Por: Cristóbal Peláez González

Hemos sido actores y público durante los últimos 25 años –sobre un total de medio siglo transcurrido– desde ese buen día en que pusimos pie a tierra, temerosos de habernos entrometido en un certamen que gozaba del más alto prestigio en la comunidad teatral latinoamericana. Se hablaba desde un comienzo en ese fervoroso ambiente universitario nacional, de un Manizales mítico, como se habla de un dorado brumoso encumbrado imposiblemente en el filo de una montaña a la que, a falta de haberla recorrido, le superponíamos mentalmente la imagen gótica de su catedral que desde la infancia nos había dibujado el álbum de láminas Conozca a Colombia. El Festival había convertido a la ciudad en una leyenda que a punta de teatro, desde sus inicios, representaba un avance espiritual en un país que, todavía en 1973, se resistía a salir del siglo XIX.
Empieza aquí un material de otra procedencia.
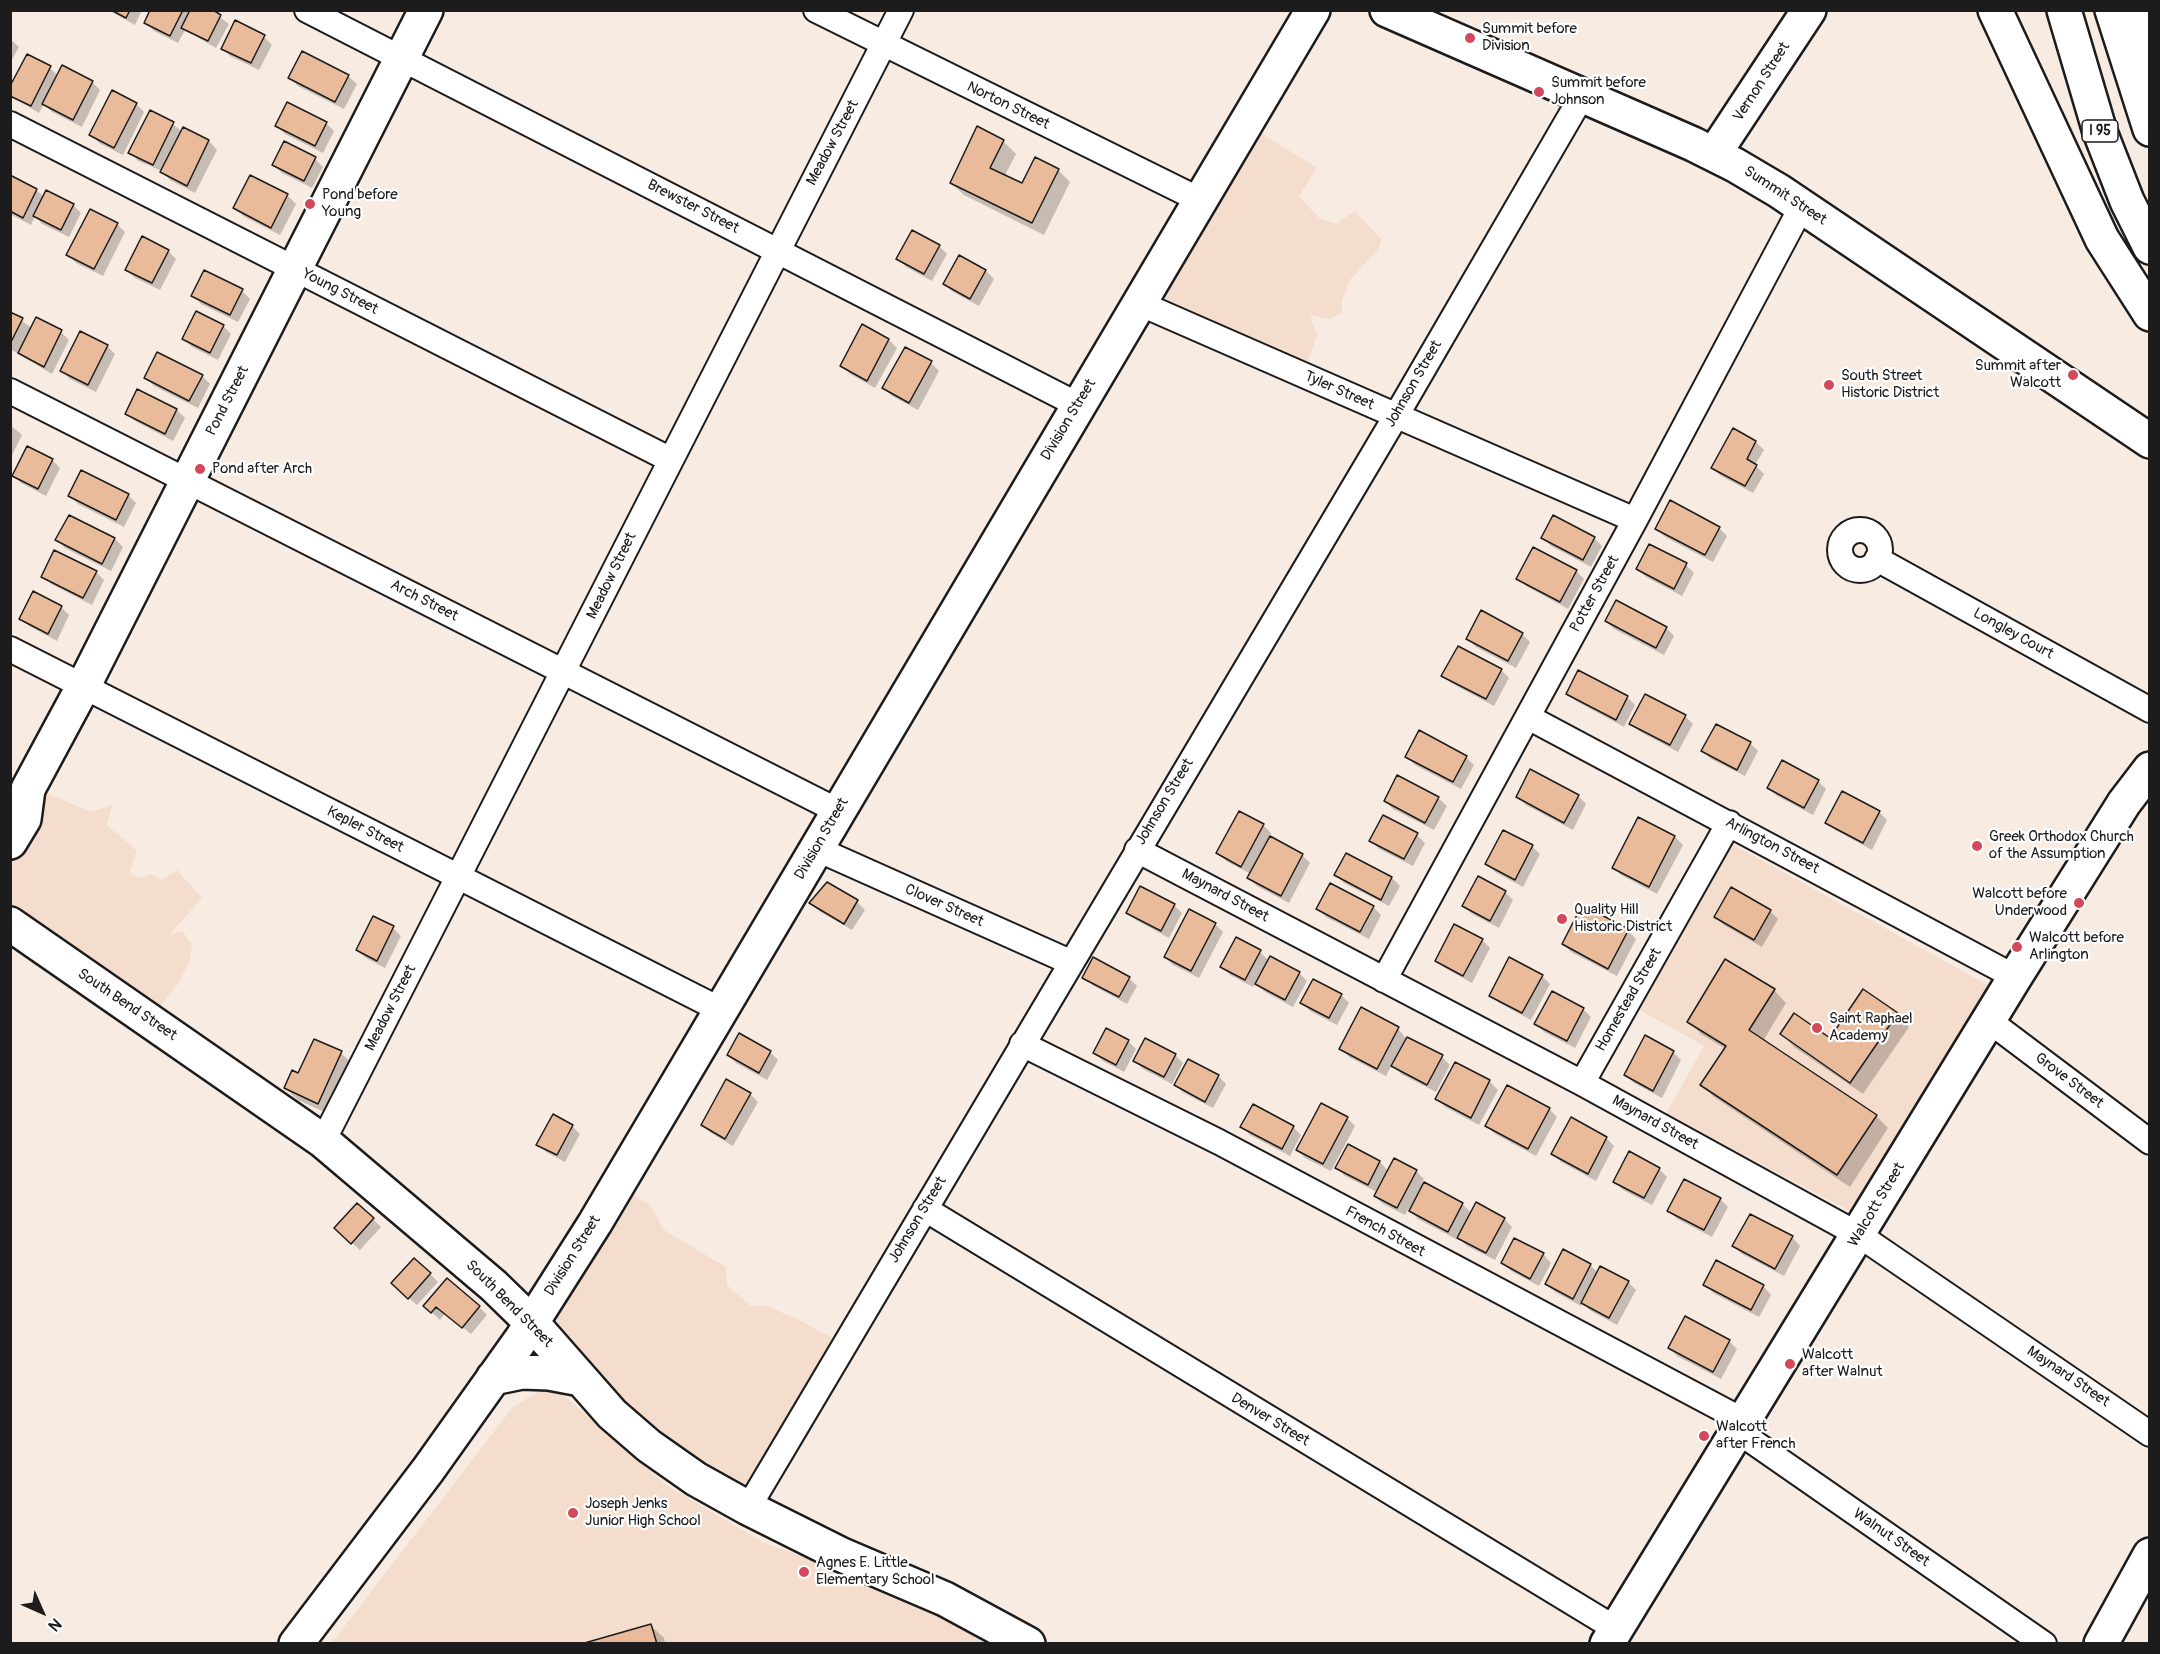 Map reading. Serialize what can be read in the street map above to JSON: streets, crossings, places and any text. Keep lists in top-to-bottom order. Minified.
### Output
{"streets":{"main road":["Vernon Street","I 95","Summit Street","Pond Street","Division Street","South Bend Street","Walcott Street"],"street":["Norton Street","Meadow Street","Brewster Street","Young Street","Johnson Street","Tyler Street","Potter Street","Arch Street","Longley Court","Kepler Street","Arlington Street","Maynard Street","Clover Street","Homestead Street","Grove Street","French Street","Denver Street","Walnut Street"]},"crossings":[["Vernon Street","Summit Street"],["Norton Street","Meadow Street"],["Norton Street","Division Street"],["Meadow Street","Brewster Street"],["Meadow Street","Young Street"],["Meadow Street","Arch Street"],["Meadow Street","Kepler Street"],["Meadow Street","South Bend Street"],["Summit Street","Johnson Street"],["Summit Street","Potter Street"],["Brewster Street","Pond Street"],["Brewster Street","Division Street"],["Young Street","Pond Street"],["Johnson Street","Tyler Street"],["Johnson Street","Maynard Street"],["Johnson Street","Clover Street"],["Johnson Street","South Bend Street"],["Johnson Street","French Street"],["Johnson Street","Denver Street"],["Tyler Street","Division Street"],["Tyler Street","Potter Street"],["Pond Street","Arch Street"],["Pond Street","Kepler Street"],["Division Street","Arch Street"],["Division Street","Kepler Street"],["Division Street","Clover Street"],["Division Street","South Bend Street"],["Potter Street","Arlington Street"],["Potter Street","Maynard Street"],["Arlington Street","Homestead Street"],["Arlington Street","Walcott Street"],["Maynard Street","Homestead Street"],["Maynard Street","Walcott Street"],["Grove Street","Walcott Street"],["Walcott Street","French Street"],["Walcott Street","Denver Street"],["Walcott Street","Walnut Street"],["French Street","Walnut Street"]],"places":["Summit before Division","Summit before Johnson","Pond before Young","Summit after Walcott","South Street Historic District","Pond after Arch","Greek Orthodox Church of the Assumption","Walcott before Underwood","Quality Hill Historic District","Walcott before Arlington","Saint Raphael Academy","Walcott after Walnut","Walcott after French","Joseph Jenks Junior High School","Agnes E. Little Elementary School"],"north":"bottom right"}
En una época en la que no existía el concepto de compañía y la única manera de crear y producir era en grupo, recalaban allí los colectivos más destacados del continente y muchos emergentes que se darían a conocer por sus sorpresivos montajes. Ser parte de este convite era exponerse a la mirada crítica de un público que tenía, más que cualquiera del país (incluyendo a su capital, Bogotá), un kilometraje de obras vistas con una panorámica universal. Atravesar Manizales ha sido siempre una experiencia de honor. También de escollo: se sale fortalecido o destrozado pero, quizá lo peor que puede ocurrir, es pasar desapercibido.

Histórica, entre muchas, es la entrada a Manizales de José Sanchis Sinisterra y su Teatro Fronterizo, con sus clásicos montajes: Ñaque, de piojos y de actores y Primer amor, provocando un entusiasmo inusitado y un salto cualitativo en nuestros modos de enfrentar el escenario. Más allá del impacto de su creación escénica, ha sido el acompañamiento pedagógico y afectivo el gran regalo que el dramaturgo ha brindado al terruño teatral donde se ha prodigado sin remilgos con una sabia concepción estética.

Por allí, con destacadas participaciones, recordamos a Cesar Brie y su irrupción con el Teatro de los Andes y una representación inolvidable de Ubú en Bolivia. Emilio Goyanes y Rosa Díaz, de Lavi e Bel, con A moco tendido, obra que se extiende con una gran acogida a Medellín y un intercambio cultural que se conserva en el tiempo. Otra revelación fue Rafael Spregelburd, con Dos personas diferentes dicen hace buen tiempo, que anunciaba entonces a uno de los dramaturgos más profusos de la escena latinoamericana, ahora con un gran reconocimiento mundial. No puedo dejar de recordar a La Cochera de Córdoba y su extraña y fascinante Choque de cráneos, a partir de textos de Robert Arlt. Me acuerdo de aquel impecable montaje de Divino Pastor Góngora, de Jaime Chabaud y, entre los centenares de obras, prodigiosas puestas en escena para muñecos como Romance de la Niña y el Sapito, de la Libélula Dorada; y El Florido Pensil, de la compañía vasca Tantakka.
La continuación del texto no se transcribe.